The laboratory must maintain documentation showing that the manufacturer is compliant with CLSI M22-A3 standards and has provided a Certificate of Quality Control for that specific lot.
The standard provides essential information to both manufacturers and end-users on how to manage the quality control of commercially prepared culture media. It was designed to alleviate the substantial financial burden that routine quality control imposes on licensed microbiology laboratories. The fundamental premise of the standard is that retesting commercially prepared microbiological culture media is unnecessary for those media that have proven to be of reliable quality.
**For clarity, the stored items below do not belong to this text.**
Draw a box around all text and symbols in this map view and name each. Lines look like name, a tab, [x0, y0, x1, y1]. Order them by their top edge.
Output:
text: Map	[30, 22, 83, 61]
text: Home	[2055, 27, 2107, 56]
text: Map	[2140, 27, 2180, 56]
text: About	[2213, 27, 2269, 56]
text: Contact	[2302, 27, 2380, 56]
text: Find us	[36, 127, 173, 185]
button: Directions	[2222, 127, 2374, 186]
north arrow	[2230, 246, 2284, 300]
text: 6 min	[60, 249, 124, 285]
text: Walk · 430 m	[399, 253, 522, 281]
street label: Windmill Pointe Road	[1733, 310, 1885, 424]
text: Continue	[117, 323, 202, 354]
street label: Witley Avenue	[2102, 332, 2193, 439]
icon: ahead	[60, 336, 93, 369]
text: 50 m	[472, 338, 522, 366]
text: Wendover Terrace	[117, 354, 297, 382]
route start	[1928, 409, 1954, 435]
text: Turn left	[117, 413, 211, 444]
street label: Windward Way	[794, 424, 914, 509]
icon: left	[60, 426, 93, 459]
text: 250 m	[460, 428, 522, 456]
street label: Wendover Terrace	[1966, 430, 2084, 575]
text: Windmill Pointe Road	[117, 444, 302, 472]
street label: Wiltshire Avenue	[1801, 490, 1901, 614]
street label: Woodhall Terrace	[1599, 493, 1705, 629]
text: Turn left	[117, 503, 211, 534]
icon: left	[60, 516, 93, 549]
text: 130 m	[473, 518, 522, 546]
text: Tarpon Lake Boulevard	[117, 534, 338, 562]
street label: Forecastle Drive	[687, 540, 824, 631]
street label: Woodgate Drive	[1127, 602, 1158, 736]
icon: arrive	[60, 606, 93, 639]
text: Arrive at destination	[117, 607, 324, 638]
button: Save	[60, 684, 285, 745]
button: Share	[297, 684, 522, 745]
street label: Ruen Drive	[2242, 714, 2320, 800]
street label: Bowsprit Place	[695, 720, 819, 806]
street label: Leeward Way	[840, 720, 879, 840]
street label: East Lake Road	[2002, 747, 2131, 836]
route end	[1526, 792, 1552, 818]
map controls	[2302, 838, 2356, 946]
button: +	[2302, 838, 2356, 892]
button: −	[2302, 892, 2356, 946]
The third CAP survey, conducted in the fall of 2001, evaluated , comprising 32,702,833 plates, tubes, or bottles —a truly massive dataset that gave the standard its statistical backbone. The findings and key changes in M22-A3 include:
By implementing the guidelines within the standard, laboratories can justify reducing their QC workload. Instead of testing every single batch of standard agar plates, they can rely on the manufacturer's certificate, provided they maintain flawless records of inventory checks and storage temperature logs. Why Professionals Search for the CLSI M22-A3 PDF clsi m22a3 pdf
When you hold the official CLSI M22-A3 document—whether as a PDF on your lab computer or a printed manual—you hold the key to defensible, high-quality microbiology results. Don't compromise your lab's integrity with unauthorized copies. Invest in the standard, and your results will stand up to any audit.
Even when utilizing "exempt" media, a clinical laboratory cannot simply place the media directly into service without any oversight. The laboratory must perform the following:
The Clinical and Laboratory Standards Institute (CLSI) is a non-profit organization that develops standards through global consensus. Because generating these standards requires immense research and expert collaboration, CLSI operates on a paid-access model. The laboratory must maintain documentation showing that the
Practical implementation in clinical labs
Through extensive multi-center studies, CLSI determined that certain types of commercially prepared media have exceptionally low failure rates (often less than 0.1%). Under M22-A3, if a laboratory purchases these media from a manufacturer that certifies compliance with CLSI standards, the laboratory is from performing full, routine microbial performance testing on those batches. Examples of typically exempt media include: Sheep Blood Agar (SBA) MacConkey Agar (MAC)
If you have landed on this article searching for the , you are likely a: The fundamental premise of the standard is that
If you purchase the single-user PDF, you are typically allowed to print one copy for internal use. Check the CLSI license agreement. Do not scan and share the PDF with other labs.
The standard can be purchased directly from the Clinical and Laboratory Standards Institute website as an electronic PDF or print document.
: Ensuring no unintended microbial growth occurs during incubation.